Au revoir. Goodbye to you and I, but the native version of a certain Portland Trail Blazers forward who I’m inching ever closer to bidding just that.
“Real fans” cringe at the thought of critical remarks regarding their team and its players, but I’m a tough love kind of guy, and Nicolas Batum is making it ever easier with his limited progression as a player, inconsistency as a difference maker, and inability to matter when his team needs him most, to critique and question the value of a player making roughly $11 million a year.
Last Wednesday, Portland needed Nicolas Batum. There was no LaMarcus Aldridge and his 20+ points, no Joel Freeland and Meyers Leonard to battle in the paint, and as it turns out, no veteran Frenchman to fill the void against a San Antonio Spurs team thought to be amongst the best in the league.
Against the Spurs, who were playing without 2 of their best players, the Blazers struggled to score, broke-down defensively during a deciding stretch to start the fourth quarter, and simply couldn’t get a basket to stem the tide of a team who understands how to win, opposed to one still looking for a couple missing components vital to separating from the pack.
Portland’s highly-paid forward isn’t earning his money. Yes, he contributes. Nicolas can score, he can rebound, he can distribute, and he’s capable of defending the league’s most athletic players on the perimeter; something few in the game can be trusted to do. But in spite of the ability to do the aforementioned on any given night, it’s the fact that he can’t or won’t on any given night which has frustrated me over the years, and has me at wit’s end regarding one of the highest paid “role players” in the history of professional sports.
$11 million a year is “big boy” money. It’s a commitment to a player who’s contractually obligated to perform under the brightest of lights. You may not find that written anywhere amidst the contract of players of that ilk, but you will find that in the inferred fine print penciled-in by franchises who pay it, and fans responsible for holding them both accountable. And that’s what I’m doing: Holding Nicolas Batum accountable for the egg he laid last Wednesday night, and the fact that he lost the right to lay that egg when he asked for that contract and essentially asked out of Portland in the process of getting that contract more than a year-and-a-half ago.
At that rate, it’s not good enough to do it from time-to-time.
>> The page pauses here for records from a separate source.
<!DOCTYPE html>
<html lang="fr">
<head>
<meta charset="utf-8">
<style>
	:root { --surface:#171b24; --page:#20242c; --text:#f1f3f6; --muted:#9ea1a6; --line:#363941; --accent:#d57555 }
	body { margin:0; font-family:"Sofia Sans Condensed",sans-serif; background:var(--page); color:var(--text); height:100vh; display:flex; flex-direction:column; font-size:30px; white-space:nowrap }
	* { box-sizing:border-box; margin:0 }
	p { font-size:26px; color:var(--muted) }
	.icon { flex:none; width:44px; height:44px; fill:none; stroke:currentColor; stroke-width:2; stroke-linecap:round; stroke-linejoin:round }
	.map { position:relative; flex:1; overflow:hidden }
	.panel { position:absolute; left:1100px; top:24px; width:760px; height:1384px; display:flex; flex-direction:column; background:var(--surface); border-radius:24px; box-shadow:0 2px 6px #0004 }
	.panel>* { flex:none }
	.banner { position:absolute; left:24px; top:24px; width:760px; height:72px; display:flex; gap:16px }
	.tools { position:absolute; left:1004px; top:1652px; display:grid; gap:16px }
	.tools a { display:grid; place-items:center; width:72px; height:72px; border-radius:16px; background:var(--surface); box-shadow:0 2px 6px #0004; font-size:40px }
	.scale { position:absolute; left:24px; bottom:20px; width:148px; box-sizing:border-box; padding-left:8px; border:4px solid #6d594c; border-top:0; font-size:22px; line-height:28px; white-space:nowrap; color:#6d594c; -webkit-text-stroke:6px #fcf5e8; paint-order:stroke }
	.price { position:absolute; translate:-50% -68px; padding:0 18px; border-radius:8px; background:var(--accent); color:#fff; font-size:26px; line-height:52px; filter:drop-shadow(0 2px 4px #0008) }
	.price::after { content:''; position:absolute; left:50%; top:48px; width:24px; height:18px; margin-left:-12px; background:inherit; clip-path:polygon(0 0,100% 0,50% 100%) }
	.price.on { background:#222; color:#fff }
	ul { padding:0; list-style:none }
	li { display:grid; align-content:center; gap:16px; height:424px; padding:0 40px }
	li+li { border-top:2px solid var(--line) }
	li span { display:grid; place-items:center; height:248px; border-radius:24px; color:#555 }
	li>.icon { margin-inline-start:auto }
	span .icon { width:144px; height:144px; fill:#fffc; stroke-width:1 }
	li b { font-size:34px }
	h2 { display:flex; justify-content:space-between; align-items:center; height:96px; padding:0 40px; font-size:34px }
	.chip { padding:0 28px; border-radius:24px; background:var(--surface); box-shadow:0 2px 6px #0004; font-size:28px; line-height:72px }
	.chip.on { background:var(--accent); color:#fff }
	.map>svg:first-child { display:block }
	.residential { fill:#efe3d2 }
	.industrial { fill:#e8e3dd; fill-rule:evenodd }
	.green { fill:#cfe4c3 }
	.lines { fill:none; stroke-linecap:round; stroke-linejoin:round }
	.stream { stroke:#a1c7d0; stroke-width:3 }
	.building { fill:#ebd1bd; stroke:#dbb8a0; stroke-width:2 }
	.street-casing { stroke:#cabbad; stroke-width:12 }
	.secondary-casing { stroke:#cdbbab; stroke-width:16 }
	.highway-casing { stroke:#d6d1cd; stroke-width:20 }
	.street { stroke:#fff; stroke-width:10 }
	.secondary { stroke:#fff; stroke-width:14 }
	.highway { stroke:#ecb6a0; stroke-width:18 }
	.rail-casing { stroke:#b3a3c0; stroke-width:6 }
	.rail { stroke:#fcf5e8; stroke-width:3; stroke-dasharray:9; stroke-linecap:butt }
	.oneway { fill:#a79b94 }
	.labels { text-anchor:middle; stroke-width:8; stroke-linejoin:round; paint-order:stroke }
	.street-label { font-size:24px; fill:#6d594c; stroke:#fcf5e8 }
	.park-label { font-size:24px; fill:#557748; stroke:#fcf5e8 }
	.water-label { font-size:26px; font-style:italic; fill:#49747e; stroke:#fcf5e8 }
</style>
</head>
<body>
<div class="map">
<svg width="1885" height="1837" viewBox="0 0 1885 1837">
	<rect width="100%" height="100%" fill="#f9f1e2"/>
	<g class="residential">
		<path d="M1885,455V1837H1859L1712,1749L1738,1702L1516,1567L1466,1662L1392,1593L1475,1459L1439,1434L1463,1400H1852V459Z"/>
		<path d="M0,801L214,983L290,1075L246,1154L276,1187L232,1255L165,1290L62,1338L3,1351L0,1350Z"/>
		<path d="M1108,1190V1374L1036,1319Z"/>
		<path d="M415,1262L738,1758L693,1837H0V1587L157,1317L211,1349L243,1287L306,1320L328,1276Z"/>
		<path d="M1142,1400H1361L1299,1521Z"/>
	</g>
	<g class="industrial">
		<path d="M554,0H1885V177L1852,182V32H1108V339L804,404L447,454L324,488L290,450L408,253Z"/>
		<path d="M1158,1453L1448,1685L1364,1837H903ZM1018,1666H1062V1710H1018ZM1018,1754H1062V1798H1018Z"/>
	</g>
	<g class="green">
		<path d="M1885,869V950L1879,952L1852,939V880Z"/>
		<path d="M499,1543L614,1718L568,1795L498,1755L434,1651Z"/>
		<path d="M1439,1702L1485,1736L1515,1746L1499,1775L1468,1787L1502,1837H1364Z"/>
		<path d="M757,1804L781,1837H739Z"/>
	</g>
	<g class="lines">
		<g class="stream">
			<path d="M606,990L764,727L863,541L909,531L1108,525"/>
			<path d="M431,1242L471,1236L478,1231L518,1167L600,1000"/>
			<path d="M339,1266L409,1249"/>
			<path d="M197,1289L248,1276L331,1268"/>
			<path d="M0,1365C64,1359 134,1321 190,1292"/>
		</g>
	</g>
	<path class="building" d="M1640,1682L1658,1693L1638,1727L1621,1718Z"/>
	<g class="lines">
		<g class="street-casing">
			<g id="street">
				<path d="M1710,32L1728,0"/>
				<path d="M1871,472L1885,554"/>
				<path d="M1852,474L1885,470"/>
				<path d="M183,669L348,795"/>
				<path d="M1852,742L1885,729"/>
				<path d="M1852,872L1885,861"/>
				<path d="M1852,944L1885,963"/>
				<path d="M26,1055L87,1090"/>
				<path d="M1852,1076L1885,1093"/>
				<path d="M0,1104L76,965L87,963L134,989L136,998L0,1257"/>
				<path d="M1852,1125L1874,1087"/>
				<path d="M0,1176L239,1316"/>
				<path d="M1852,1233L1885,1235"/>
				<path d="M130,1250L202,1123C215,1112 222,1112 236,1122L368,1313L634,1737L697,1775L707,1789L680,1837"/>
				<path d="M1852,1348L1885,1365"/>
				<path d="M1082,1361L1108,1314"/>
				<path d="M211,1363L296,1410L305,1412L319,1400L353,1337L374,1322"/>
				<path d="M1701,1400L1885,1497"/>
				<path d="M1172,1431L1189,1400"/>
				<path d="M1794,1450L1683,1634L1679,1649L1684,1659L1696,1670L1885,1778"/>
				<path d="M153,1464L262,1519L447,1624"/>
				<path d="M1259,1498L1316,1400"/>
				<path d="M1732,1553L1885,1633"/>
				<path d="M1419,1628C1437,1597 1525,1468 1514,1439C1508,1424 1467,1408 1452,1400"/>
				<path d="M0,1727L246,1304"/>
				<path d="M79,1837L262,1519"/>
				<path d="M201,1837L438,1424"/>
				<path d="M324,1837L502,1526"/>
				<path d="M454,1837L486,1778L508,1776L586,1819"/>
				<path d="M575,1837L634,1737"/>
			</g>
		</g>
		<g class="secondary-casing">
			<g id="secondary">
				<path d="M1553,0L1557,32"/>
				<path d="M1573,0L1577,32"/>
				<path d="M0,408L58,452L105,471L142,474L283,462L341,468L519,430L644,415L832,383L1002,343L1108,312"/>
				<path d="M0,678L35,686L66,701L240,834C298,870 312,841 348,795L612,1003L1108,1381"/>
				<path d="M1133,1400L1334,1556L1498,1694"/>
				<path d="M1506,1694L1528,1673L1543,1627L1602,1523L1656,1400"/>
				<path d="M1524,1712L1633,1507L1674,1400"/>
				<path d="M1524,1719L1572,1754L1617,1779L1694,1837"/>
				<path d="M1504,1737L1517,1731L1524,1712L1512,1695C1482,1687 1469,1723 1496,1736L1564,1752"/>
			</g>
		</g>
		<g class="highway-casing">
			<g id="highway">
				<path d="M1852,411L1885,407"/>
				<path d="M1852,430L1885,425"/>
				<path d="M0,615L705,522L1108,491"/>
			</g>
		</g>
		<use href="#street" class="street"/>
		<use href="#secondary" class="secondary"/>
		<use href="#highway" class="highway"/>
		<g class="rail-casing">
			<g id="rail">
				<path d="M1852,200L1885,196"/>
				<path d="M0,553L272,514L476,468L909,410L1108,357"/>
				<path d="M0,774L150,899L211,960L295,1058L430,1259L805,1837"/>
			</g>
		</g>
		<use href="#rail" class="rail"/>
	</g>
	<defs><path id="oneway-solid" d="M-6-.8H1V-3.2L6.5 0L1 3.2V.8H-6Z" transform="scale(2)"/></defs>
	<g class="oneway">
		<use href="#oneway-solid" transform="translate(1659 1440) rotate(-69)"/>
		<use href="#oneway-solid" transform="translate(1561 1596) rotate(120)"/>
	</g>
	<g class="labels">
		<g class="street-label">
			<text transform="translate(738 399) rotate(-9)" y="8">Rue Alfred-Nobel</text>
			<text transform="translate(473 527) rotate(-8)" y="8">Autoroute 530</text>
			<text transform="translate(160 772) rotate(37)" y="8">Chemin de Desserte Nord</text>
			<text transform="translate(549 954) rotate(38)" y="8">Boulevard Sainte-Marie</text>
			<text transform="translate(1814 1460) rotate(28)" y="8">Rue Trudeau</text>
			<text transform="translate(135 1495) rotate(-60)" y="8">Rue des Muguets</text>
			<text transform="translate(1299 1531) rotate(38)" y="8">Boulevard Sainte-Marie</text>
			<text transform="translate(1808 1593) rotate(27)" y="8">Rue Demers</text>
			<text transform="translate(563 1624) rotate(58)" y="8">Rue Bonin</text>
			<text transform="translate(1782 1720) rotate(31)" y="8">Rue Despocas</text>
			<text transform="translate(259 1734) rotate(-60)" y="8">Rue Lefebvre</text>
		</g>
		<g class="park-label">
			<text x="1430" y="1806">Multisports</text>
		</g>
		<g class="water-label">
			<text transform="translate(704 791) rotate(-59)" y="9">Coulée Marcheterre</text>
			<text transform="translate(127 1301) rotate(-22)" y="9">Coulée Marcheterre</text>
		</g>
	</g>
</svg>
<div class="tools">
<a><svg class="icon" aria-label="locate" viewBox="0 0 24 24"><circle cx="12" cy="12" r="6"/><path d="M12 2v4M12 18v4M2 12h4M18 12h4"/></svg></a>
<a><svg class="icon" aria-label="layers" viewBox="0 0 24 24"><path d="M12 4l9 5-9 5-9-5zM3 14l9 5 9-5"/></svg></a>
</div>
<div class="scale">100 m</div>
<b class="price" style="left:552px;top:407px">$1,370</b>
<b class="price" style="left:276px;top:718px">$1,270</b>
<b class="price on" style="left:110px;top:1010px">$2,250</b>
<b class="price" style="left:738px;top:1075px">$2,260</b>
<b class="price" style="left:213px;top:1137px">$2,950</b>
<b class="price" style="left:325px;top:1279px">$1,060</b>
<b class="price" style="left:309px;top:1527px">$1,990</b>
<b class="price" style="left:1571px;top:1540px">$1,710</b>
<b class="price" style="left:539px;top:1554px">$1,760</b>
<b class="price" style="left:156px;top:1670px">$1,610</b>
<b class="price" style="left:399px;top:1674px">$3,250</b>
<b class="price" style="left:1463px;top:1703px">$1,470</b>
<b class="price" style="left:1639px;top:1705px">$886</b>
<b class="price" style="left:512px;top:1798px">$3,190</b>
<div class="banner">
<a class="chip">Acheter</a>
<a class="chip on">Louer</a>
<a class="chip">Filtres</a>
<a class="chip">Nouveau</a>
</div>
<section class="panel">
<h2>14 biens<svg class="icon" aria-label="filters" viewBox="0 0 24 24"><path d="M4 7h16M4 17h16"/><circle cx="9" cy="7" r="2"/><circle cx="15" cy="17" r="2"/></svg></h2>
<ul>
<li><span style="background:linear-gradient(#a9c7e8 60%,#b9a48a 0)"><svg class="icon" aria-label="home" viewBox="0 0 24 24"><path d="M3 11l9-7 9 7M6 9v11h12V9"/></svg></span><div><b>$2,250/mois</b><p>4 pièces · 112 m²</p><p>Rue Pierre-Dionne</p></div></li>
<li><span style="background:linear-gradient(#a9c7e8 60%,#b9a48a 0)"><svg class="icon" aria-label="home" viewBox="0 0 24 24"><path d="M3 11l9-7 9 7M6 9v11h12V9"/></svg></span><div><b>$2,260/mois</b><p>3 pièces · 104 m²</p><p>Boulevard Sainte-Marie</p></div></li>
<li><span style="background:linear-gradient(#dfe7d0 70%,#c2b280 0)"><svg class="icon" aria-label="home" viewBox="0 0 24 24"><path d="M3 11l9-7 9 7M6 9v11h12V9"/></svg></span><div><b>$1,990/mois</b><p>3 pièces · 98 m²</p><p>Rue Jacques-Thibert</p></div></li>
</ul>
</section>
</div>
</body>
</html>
I’m not asking Nic to be LeBron James, Kevin Durant, or even LaMarcus Aldridge. Portland has a #1 in Aldridge, and found their #2 with Damian Lillard a year ago, so they don’t necessarily need Batum to lead the team regularly in any particular statistical category, but rather do so on those given nights when their “primaries” aren’t performing, or are incapable due to injury or any other unforeseen absence. Like last week versus the Spurs.
What’s so frustrating is … he can do it! Physically he has all the tools to be the player this franchise needs him to be, but for whatever reason or reasons, the Nicolas Batum we saw last Wednesday night gets in the way of the Nicolas Batum we continually hope will grow-out of that same guy we saw last Wednesday night. And I don’t get it.
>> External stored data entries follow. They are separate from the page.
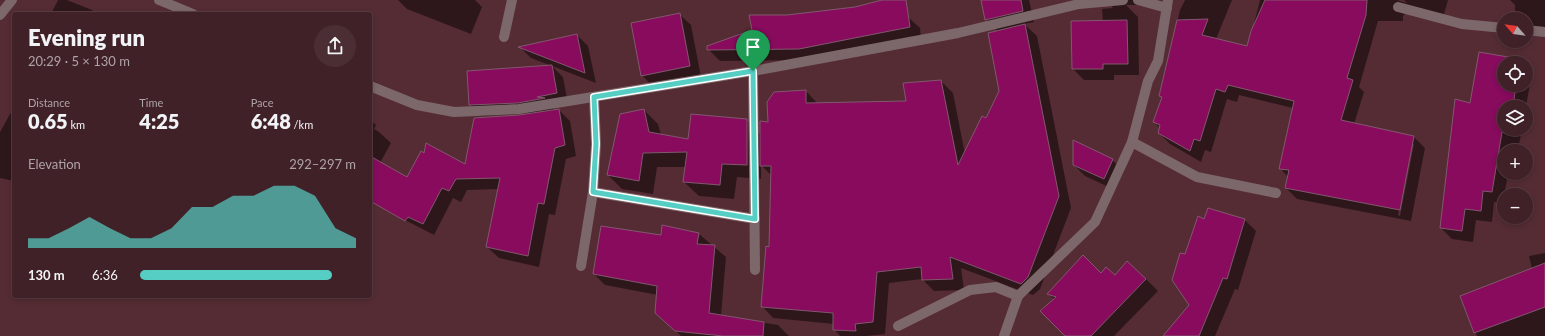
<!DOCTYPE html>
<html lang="en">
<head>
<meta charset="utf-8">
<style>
  :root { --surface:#402127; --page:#4b2e33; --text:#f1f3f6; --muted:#aea3a7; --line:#593e44; --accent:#56cec4 }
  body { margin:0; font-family:Lato,sans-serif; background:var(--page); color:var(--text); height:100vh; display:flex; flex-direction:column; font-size:15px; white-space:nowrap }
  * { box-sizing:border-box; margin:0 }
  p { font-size:13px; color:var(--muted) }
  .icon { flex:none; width:22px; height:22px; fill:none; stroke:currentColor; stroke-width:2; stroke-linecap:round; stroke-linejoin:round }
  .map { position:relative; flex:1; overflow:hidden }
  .panel { position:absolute; left:12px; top:12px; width:360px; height:286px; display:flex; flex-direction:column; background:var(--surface); border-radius:4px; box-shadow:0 2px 6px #0003,0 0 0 1px var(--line) }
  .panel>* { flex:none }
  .needle { width:26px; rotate:298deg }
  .fabs { position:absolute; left:1497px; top:12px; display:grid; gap:8px }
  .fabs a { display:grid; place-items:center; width:36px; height:36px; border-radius:50%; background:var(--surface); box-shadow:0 2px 6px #0003,0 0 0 1px var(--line); font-size:20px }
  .pin { position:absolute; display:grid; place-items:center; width:34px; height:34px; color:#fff; margin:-41px -17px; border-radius:50% 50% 50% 0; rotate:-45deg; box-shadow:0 0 4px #0007 }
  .pin .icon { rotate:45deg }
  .round { display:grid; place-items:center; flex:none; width:42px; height:42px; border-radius:21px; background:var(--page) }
  .summary { display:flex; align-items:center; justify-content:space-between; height:68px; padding:0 16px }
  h1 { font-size:22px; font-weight:800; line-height:30px }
  .stats { display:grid; grid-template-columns:repeat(3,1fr); gap:6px; height:68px; padding:4px 16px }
  .stats div { display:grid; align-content:center }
  .stats b { font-size:20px; font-weight:800 }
  .stats small { font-size:11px; font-weight:400 }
  .stats p { font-size:11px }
  .chart { height:112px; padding:8px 16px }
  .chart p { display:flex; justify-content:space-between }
  .chart svg { width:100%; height:72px; margin-top:4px; fill:var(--accent); opacity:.7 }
  ul { padding:0 16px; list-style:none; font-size:13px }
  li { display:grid; grid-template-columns:64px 48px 1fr; align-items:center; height:30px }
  li i { height:10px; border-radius:5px; background:var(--accent) }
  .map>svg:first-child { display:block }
  .shadow { fill:#0007; fill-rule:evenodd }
  .building { fill:#880b5e; stroke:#81586d }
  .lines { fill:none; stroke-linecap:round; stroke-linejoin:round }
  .lane { stroke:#7c676a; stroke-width:10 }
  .street { stroke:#7c676a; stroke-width:10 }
  .route-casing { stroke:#fff; stroke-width:8 }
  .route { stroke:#56cec4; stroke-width:5 }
</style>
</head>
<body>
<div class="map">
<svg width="1545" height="336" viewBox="0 0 1545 336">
  <rect width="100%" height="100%" fill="#552c34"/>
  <g class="shadow">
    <path d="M58 0H67L92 10 96 14H51Z"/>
    <path d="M398 0H475L482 7 471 34 407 9Z"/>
    <path d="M982 0H1029L1034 22 1024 24 1037 36 1071 208 1040 289 1033 295 961 268 964 290 934 291 922 279 889 283 885 334 866 336H840L834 329V324L773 318 762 306 770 248 771 175 761 165V179L737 177 734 199 699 196 684 182 686 167H657L653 194 622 189 608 175 644 110 658 124 661 135 689 140 747 120 761 135 769 123 806 91 818 104 907 102 941 81 953 93 965 154 987 119 1000 91 998 31 986 19Z"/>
    <path d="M1106 0H1138V5H1126L1138 17 1139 75H1114V80H1084L1073 69 1103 22 1102 9 1113 8Z"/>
    <path d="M1185 0H1232L1216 39 1248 47 1260 0H1397L1407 3 1404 0H1448L1444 14 1407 12 1403 16V21H1378L1359 87 1364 92 1354 124 1414 137 1425 148 1411 221 1297 199 1286 188 1288 177 1280 168 1293 108 1239 95 1237 102 1227 99 1211 152 1205 150 1201 162 1170 144 1159 133 1160 128 1154 122 1163 98 1160 95 1180 10ZM1412 144H1414L1400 216 1398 215Z"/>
    <path d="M1510 0H1545V27L1526 26V19H1519L1515 15V5Z"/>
    <path d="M679 14 691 25 701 77 653 87 642 75Z"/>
    <path d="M908 17 920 28 921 38 811 60 720 61 708 49Z"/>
    <path d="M577 35 588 46 596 83 552 66 563 77 568 104 552 107 556 111 559 110 570 121 576 156 566 159 555 215 549 214 539 267 499 258 487 247 498 189 467 190 461 202 453 198 434 235 403 219 370 199V120L376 125 374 129 379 132 391 143 380 163 407 179 425 154 466 165 530 115V113L481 116 470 104 552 66 531 58 520 47Z"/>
    <path d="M1480 54 1514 59 1517 63H1504V85H1526V80L1530 83 1526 107H1504V129H1522L1519 144 1513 143 1511 151H1504V173H1508L1503 203 1494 202 1492 222 1476 220 1473 242 1452 239 1441 228 1470 105Z"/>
    <path d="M14 107V181L0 178V132Z"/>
    <path d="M1112 160 1124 171 1115 190 1085 176 1074 165Z"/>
    <path d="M1208 209 1245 220 1256 231 1238 290 1235 289 1215 336H1164L1190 305 1186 255 1205 220Z"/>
    <path d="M699 234 726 257 721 316 778 325 789 336H681L656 313 658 295 605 285 594 274 662 237Z"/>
    <path d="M1545 253V336H1477L1461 296 1532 269 1529 256Z"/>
    <path d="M1101 274 1146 279 1158 291 1114 336H1066L1054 299 1049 294Z"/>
  </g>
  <g class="building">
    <path d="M882 0H906L910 27 799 49 707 50V46L752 30 749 15H787L855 7Z"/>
    <path d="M981 0H1021L1023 11 985 20Z"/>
    <path d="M1265 0H1367L1366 15 1347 78 1353 80 1341 120 1414 136 1400 210 1285 188 1289 170 1279 169 1294 101 1228 85 1225 92 1216 89 1200 141 1194 139 1190 151 1158 133 1160 125 1153 122 1162 97 1159 96 1177 20 1208 19 1202 35 1247 46 1251 31Z"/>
    <path d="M680 13 690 66 641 76 631 23Z"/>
    <path d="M1127 20 1128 64H1103V69H1072L1071 21Z"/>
    <path d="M1025 24 1059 196 1028 277 1021 284 950 257 953 279 922 280 921 267 877 272 873 322 855 324 856 331 833 330V313L761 307 766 246 769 247 771 166H760V121L768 122 767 102 774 92 806 90V103L906 101 903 83 941 80 958 165 982 116 986 118 999 91 988 33Z"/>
    <path d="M577 34 585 73 518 47Z"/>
    <path d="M1479 52 1514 58 1513 63H1504V85H1516L1513 107H1504V129H1509L1508 133 1502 132 1492 192 1483 191 1481 211 1465 209 1462 231 1440 228 1455 99 1470 103Z"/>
    <path d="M552 65 557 93 537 97 545 98 518 103 469 105 467 71Z"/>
    <path d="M559 109 565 145 555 148 544 204 538 203 528 256 486 247 500 178 456 179 449 191 442 188 423 224 408 217 405 221 370 201V156L407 177 421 151 424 153 426 143 465 164 474 118 519 115Z"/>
    <path d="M644 109 649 132 688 139 691 114 747 119V165L722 164 720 185 683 182 687 152 643 153 639 181 607 175 620 114Z"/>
    <path d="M1073 140 1113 159 1104 179 1073 165Z"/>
    <path d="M1208 208 1245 219 1227 279 1223 278 1199 336H1163L1189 305 1172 280 1180 253 1185 254 1198 216 1204 219Z"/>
    <path d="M662 225 699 233 697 244 715 245 709 313 764 322 763 336H723L675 331 655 313 657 286 593 274 601 226 661 235Z"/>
    <path d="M1083 255 1101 273 1106 267 1115 275 1127 261 1146 279 1091 336H1065L1040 311 1056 297 1047 294Z"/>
    <path d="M1545 263V307L1474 333 1460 296Z"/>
  </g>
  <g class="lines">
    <path class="lane" d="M504 37 512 0"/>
    <g class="street">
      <path d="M159 0 193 14"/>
      <path d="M1138 0 1167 8"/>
      <path d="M1398 7 1462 24 1504 28"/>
      <path d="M0 15 12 0"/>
      <path d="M1526 30 1545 32"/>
      <path d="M753 71 755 270"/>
      <path d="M370 86 417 105 454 112 519 109 753 71 958 33 1079 4 1123 0"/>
      <path d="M1132 142 1197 177 1276 193"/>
      <path d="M593 192 755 219"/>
      <path d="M581 266 593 192 596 144 594 97"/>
      <path d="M898 326 970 290 996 287 1018 296"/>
      <path d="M1004 336 1018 296 1095 222 1132 142 1148 81 1158 61 1168 0"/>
    </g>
  </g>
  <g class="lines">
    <g class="route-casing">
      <path id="route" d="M753 71 755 219 593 192 596 144 594 97Z"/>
    </g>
    <use href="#route" class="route"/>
  </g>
</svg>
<div class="fabs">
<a><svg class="needle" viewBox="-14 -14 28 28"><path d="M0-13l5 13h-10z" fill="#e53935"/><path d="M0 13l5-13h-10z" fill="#aea3a7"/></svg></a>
<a><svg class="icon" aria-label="locate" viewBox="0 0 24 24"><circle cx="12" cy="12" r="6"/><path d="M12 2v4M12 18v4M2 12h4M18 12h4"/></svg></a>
<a><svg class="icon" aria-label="layers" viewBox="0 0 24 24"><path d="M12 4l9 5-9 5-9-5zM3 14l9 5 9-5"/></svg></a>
<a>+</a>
<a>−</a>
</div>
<div class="pin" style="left:753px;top:71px;background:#1e9e55"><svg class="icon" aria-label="arrive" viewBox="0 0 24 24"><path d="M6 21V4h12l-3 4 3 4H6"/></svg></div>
<section class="panel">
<div class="summary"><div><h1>Evening run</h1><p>20:29 · 5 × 130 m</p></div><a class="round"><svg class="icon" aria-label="share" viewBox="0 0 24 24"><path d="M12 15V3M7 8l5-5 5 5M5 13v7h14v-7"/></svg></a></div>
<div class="stats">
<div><p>Distance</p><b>0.65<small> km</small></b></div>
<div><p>Time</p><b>4:25</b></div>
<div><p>Pace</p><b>6:48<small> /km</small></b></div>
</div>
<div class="chart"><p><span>Elevation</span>292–297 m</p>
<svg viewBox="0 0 160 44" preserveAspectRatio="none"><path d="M0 44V38L10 38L20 32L30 25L40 32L50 38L60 38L70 32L80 19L90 19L100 12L110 12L120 6L130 6L140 12L150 32L160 38V44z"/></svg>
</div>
<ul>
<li><b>130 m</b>6:36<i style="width:89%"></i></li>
</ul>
</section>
</div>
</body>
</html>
I want to like the guy, and I think the reason I want to like him as much as I do, in addition to the reason he angers me the way he does, is because I do and always have seen a skill set capable of so much more. I see a guy who can knock down the 3. I see a guy who can finish at the basket. And I see a guy built to lock people down defensively for key stretches in games. But I don’t see him do it consistently, and I can’t count on him to do it when his team desperately needs him to do it most. Which is why I’m falling off his bandwagon, and why I’m nearly ready to say goodbye. That’s Au revoir to you, Nic.